Court Opinion

ID: 9707014
Source: CourtListenerOpinion
Date Created: 2023-08-26 01:58:41.015108+00
Date Added: 2024-06-11T18:22:26.935576
License: Public Domain

DISSENTING OPINION
Wiltrout, J.
— I am unable to agree with the majority that the will involved here contains a latent ambiguity.
The will before us is not ambiguous in respect to whether the Home for the Aged located at 2007 N. Capitol Avenue, Indianapolis, Indiana, that is, the appellee The Altenheim of Indianapolis, is the legatee. Said appellee exactly fits the description in the will, and when applied to it none of the language is false, erroneous, or surplusage.
The will having declared the clear, paramount, and ruling intention of the testator that the home for the aged located at the address named in the will should take, the fact that the testator labored under a mistake, if indeed he did, as to the particular home involved, would not affect the construction of the will. Rodarmel v. Gwinnup (1931), 92 Ind. App. 684, 173 N. E. 327.
The Supreme Court in Peirce v. Farmers State Bank of Valparaiso (1944), 222 Ind. 116, 51 N. E. 2d 480, quoted with approval the following language from 4 Page on Wills (3rd Ed.), § 1627:
“Accordingly, where the language of a will has a definite meaning, as interpreted by the rules of *603construction, and applies without ambiguity, to the beneficiary and property in existence, extrinsic evidence is not admissible to attempt to show that it does not express the testator’s true intent.”
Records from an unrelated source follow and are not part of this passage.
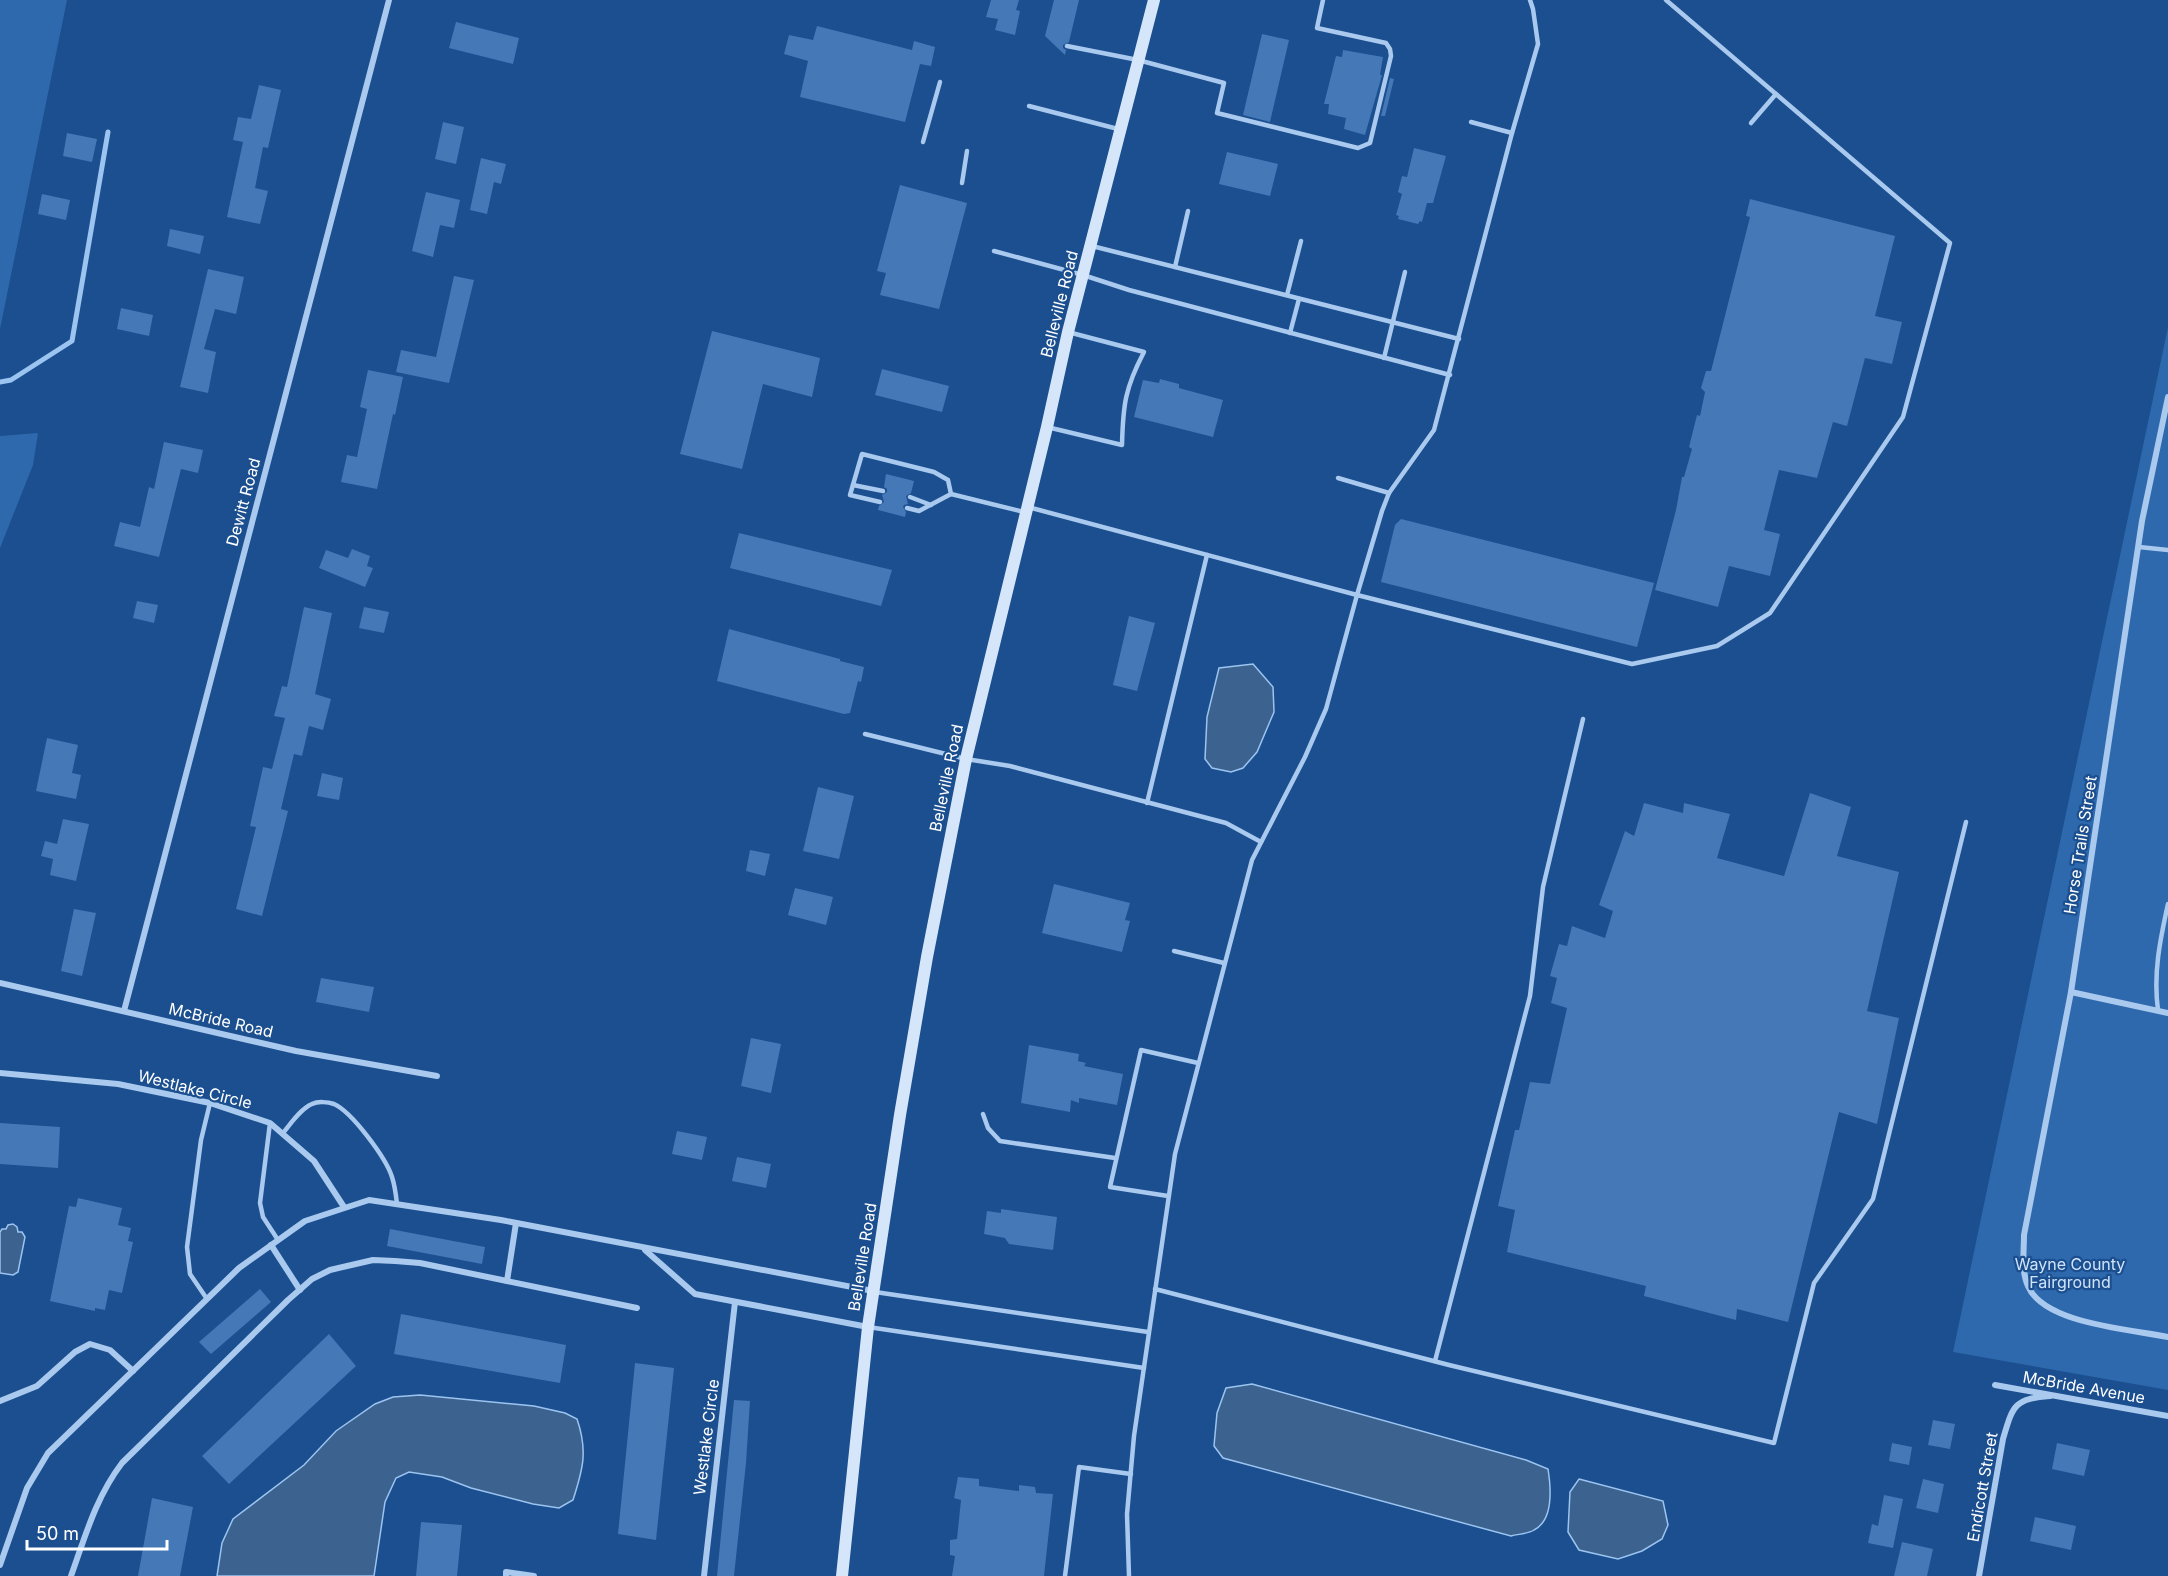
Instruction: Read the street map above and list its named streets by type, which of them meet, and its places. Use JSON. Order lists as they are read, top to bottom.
{
  "streets": {
    "main road": ["Belleville Road"],
    "street": [
      "Dewitt Road",
      "Horse Trails Street",
      "McBride Road",
      "Westlake Circle",
      "McBride Avenue",
      "Endicott Street"
    ]
  },
  "crossings": [
    ["Dewitt Road", "McBride Road"],
    ["McBride Avenue", "Endicott Street"]
  ],
  "parks": ["Wayne County Fairground"],
  "scale_bar": "50 m"
}
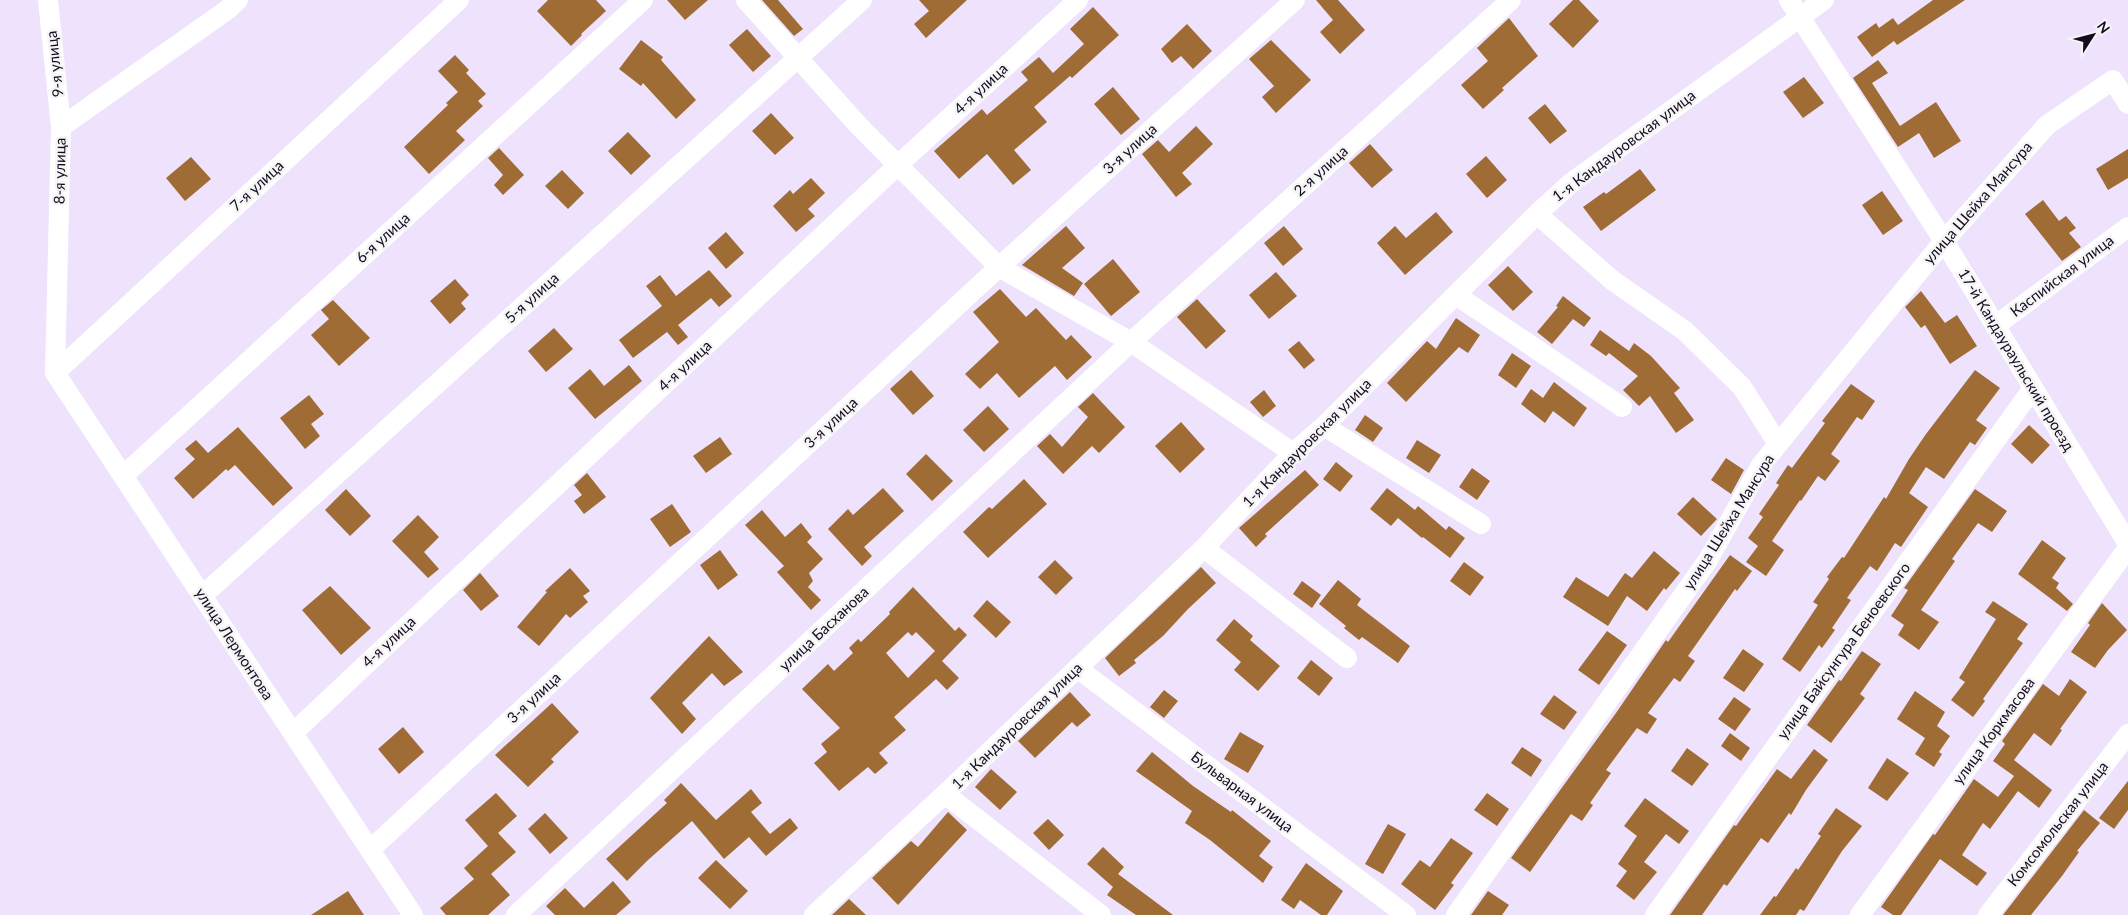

A court has no authority to make a will.' It may not admit extrinsic evidence to add to, vary, or eliminate the terms of a will as written. McConnell v. Robbins (1923), 193 Ind. 359, 140 N. E. 59; Rapp v. Reehling et al. (1890), 124 Ind. 36, 23 N. E. 777.
The intention of the testator to be ascertained is not that which existed in the mind of the testator, but the intention as embodied in and obtained from the language of the will itself. The real inquiry is not what the testator intended to express, but what the words do express. Thomas v. Thomas et al. (1886), 108 Ind. 576, 9 N. E. 457; Grise, Admr. v. Weiss, Admr. (1937), 213 Ind. 3, 11 N. E. 2d 146; Wolf v. Wolf (1920), 73 Ind. App. 221, 127 Ñ. E. 152; Rodarmel v. Gwinnup, supra; Martin v. Raff (1944), 114 Ind. App. 507, 52 N. E. 2d 839. As stated in McConnell v. Robbins, supra: “It is not, What did he mean? but, it is, What do his words mean?”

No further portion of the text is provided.